Таблица 1: наборы Pimer.

8. MicroCT анализ костной регенерации

  1. Euthanize мышей с CO 2 ингаляции в 8 недель после операции. В хорошо проветриваемом помещении, осторожно поместите каждую мышь в клетку чистой мыши и перекачивать газ CO 2 в клетке обезболивают мышей до эвтаназии.
  2. Вскрыть черепа для изображений microCT региона дефекта кости. Пользователь следующие параметры в экспериментах сканирования: 9 мкм резолюции, Аль фильтр 0,5 мм, напряжение 50 кв и 142 МКА текущей.
  3. РеконСтруктура всех визуализации данных с использованием коммерческого программного обеспечения предоставляемых компанией. Калибровка сканирования, используя функцию калибровки программного обеспечения CTAn.
    Примечание: Место Блок Hounsfield (Ху) под мышей в каждом сканирования.

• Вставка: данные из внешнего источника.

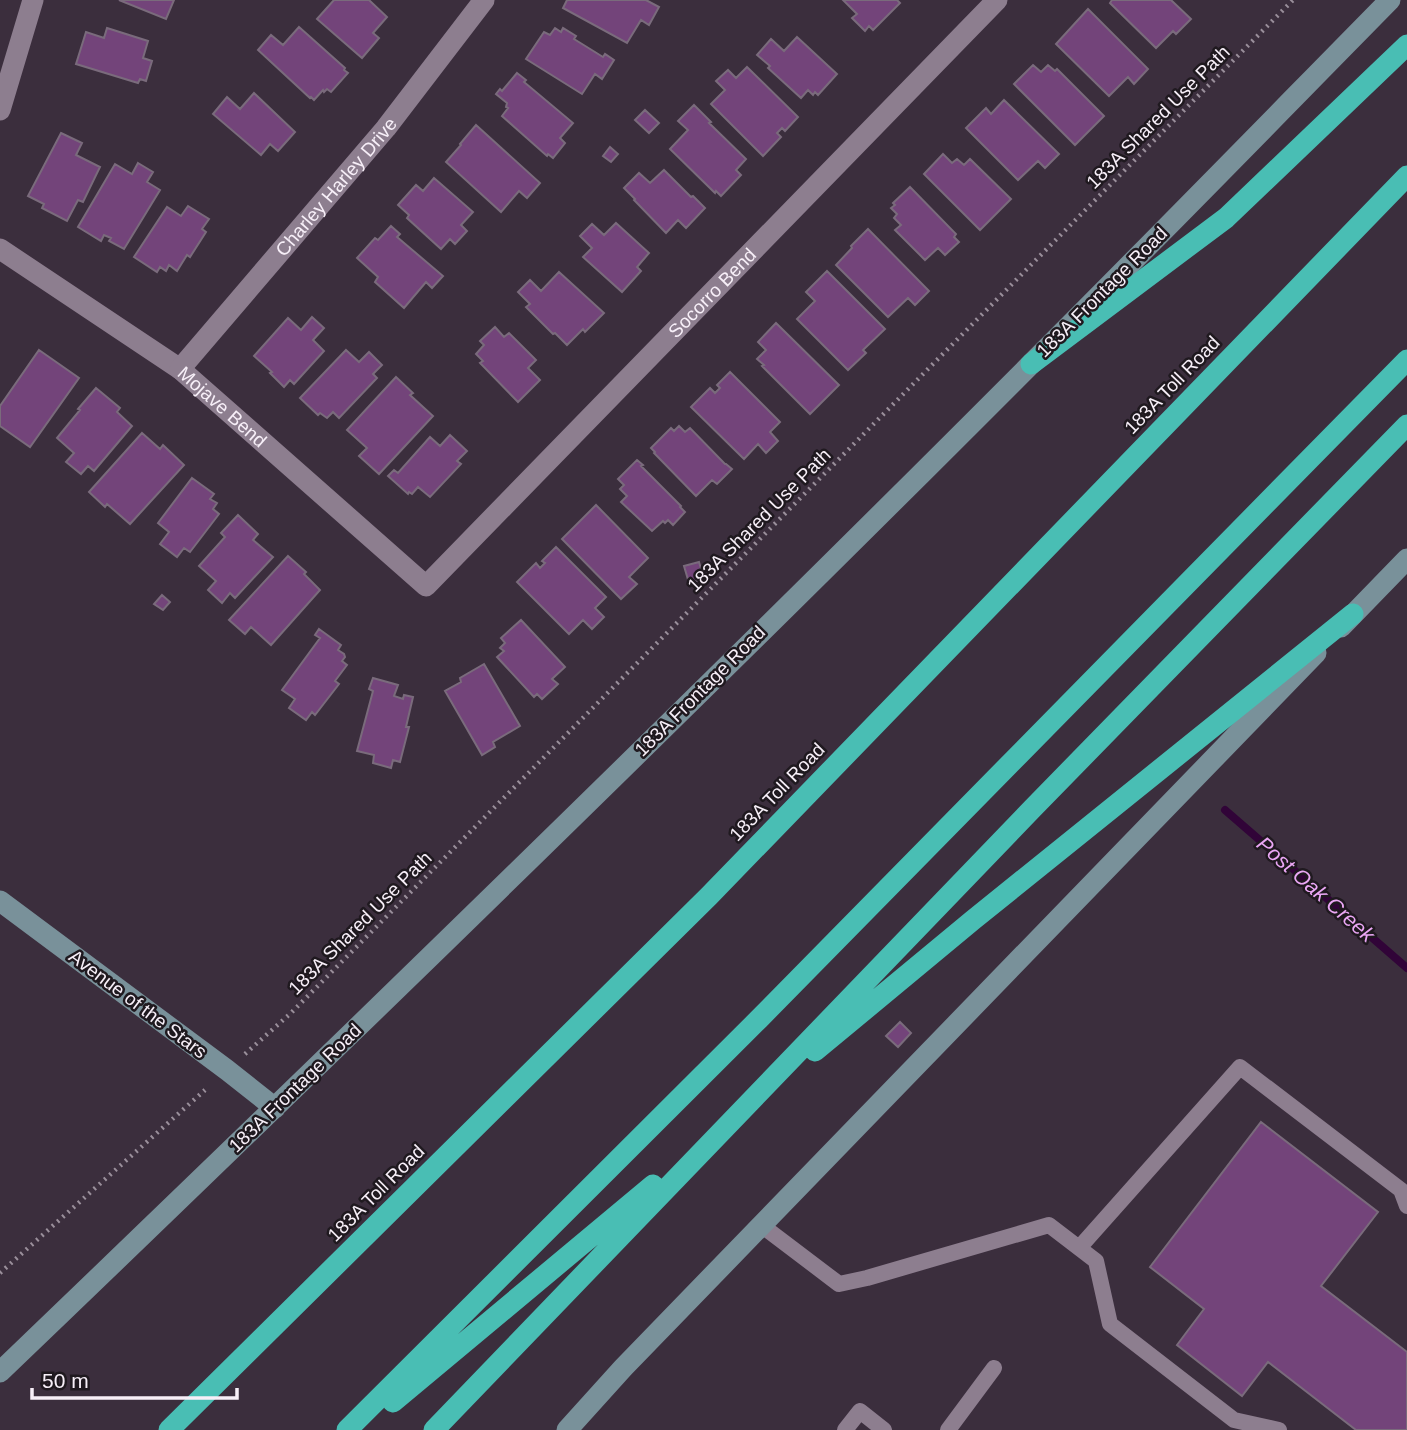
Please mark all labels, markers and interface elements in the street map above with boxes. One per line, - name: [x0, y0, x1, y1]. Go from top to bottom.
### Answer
- street label: 183A Shared Use Path: [1082, 41, 1234, 193]
- street label: Charley Harley Drive: [271, 113, 401, 260]
- street label: 183A Frontage Road: [1033, 223, 1171, 361]
- street label: Socorro Bend: [664, 244, 760, 342]
- street label: 183A Toll Road: [1120, 332, 1224, 438]
- street label: Mojave Bend: [174, 362, 271, 451]
- street label: 183A Shared Use Path: [683, 444, 835, 596]
- street label: 183A Frontage Road: [631, 622, 769, 760]
- street label: 183A Toll Road: [725, 739, 829, 845]
- water label: Post Oak Creek: [1253, 832, 1381, 947]
- street label: 183A Shared Use Path: [284, 847, 436, 999]
- street label: Avenue of the Stars: [65, 945, 211, 1063]
- street label: 183A Frontage Road: [225, 1020, 365, 1156]
- street label: 183A Toll Road: [324, 1141, 428, 1245]
- scale bar: [32, 1356, 236, 1400]
- text: 50 m: [42, 1369, 89, 1392]

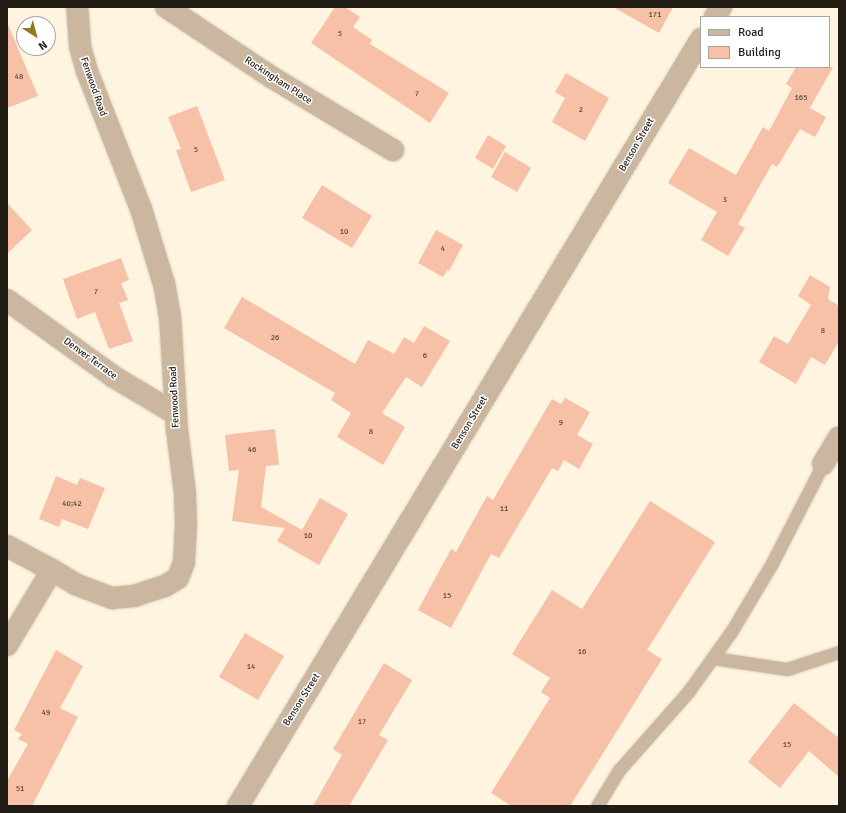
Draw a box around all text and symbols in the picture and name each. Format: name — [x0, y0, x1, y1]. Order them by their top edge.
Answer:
house number: 171 — [649, 10, 661, 20]
north arrow — [16, 16, 56, 56]
legend — [700, 16, 830, 68]
text: Road — [738, 25, 764, 40]
house number: 5 — [338, 29, 342, 39]
text: N — [36, 38, 50, 53]
text: Building — [738, 45, 781, 60]
street label: Rockingham Place — [242, 55, 314, 107]
street label: Fenwood Road — [77, 56, 109, 118]
house number: 48 — [15, 72, 23, 82]
house number: 7 — [415, 89, 419, 99]
house number: 165 — [795, 93, 807, 103]
house number: 2 — [579, 105, 583, 115]
street label: Benson Street — [617, 116, 657, 174]
house number: 5 — [194, 145, 198, 155]
house number: 3 — [723, 195, 727, 205]
house number: 10 — [340, 227, 348, 237]
house number: 4 — [441, 244, 445, 254]
house number: 7 — [94, 287, 98, 297]
house number: 8 — [821, 326, 825, 336]
house number: 26 — [271, 333, 279, 343]
street label: Denver Terrace — [61, 336, 119, 382]
house number: 6 — [423, 351, 427, 361]
street label: Fenwood Road — [167, 366, 183, 428]
street label: Benson Street — [449, 394, 491, 452]
house number: 9 — [559, 418, 563, 428]
house number: 8 — [369, 427, 373, 437]
house number: 46 — [248, 445, 256, 455]
house number: 40;42 — [62, 499, 82, 509]
house number: 11 — [500, 504, 508, 514]
house number: 10 — [304, 531, 312, 541]
house number: 15 — [443, 591, 451, 601]
house number: 16 — [578, 647, 586, 657]
house number: 14 — [247, 662, 255, 672]
street label: Benson Street — [281, 671, 323, 729]
house number: 49 — [42, 708, 50, 718]
house number: 17 — [358, 717, 366, 727]
house number: 15 — [783, 740, 791, 750]
house number: 51 — [16, 784, 24, 794]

Subscription Required. Please recommend JoVE to your librarian.

Representative Results

Цилиндрические пористых PLGA/nHAp помостами 0,6 мм в высоту и 4 мм в диаметре были сфабрикованы с 3D-принтер. Морфологии подмости были проанализированы с помощью сканирующей электронной микроскопии и microCT. Рисунок 1A показывает фотографию имплантированных эшафот. MicroCT сканирование показал, что более 85% поры имеют размеры от 200 до 400 мкм (Рисунок 1B). SEM изображений показал, что поверхность леска грубой микротопографии, с микропоры (диаметром около 5-10 мкм), которые соединены внутри леса (рис. 1 D-F). Примерно 40% от общей суммы покрытой LV-eGFP частиц (4,5 x 105) освобождены от PLGA/nHAp подмостей, начал с эффектом первоначальный всплеск в течение 24 ч. Биологическую выпустила LV вирусов достиг 24 h на саммите и затем непрерывно уменьшается, приближается к 0 в 120 h (рис. 2). Эти данные указывают, что отпорности наиболее эшафот иммобилизованных LV частиц может поддерживаться до 96 часов. Потенциал миграции MSCs-T было отмечено с методом СУИМ расследовать ли LV, перевозящих cDNA pdgf-b может выразить и привести к BMSC хемотаксис, как показано в Рисунок 3. Положительный контроль (C) и PDGF-BB-выражая группы (F) выставлены значительно более высокий уровень миграции BMSC чем другие 4 группы. Кроме того миграция BMSCs в группе F был значительно выше, чем в группе с. Существовали никаких существенных различий в BMSC миграции среди других групп, 4.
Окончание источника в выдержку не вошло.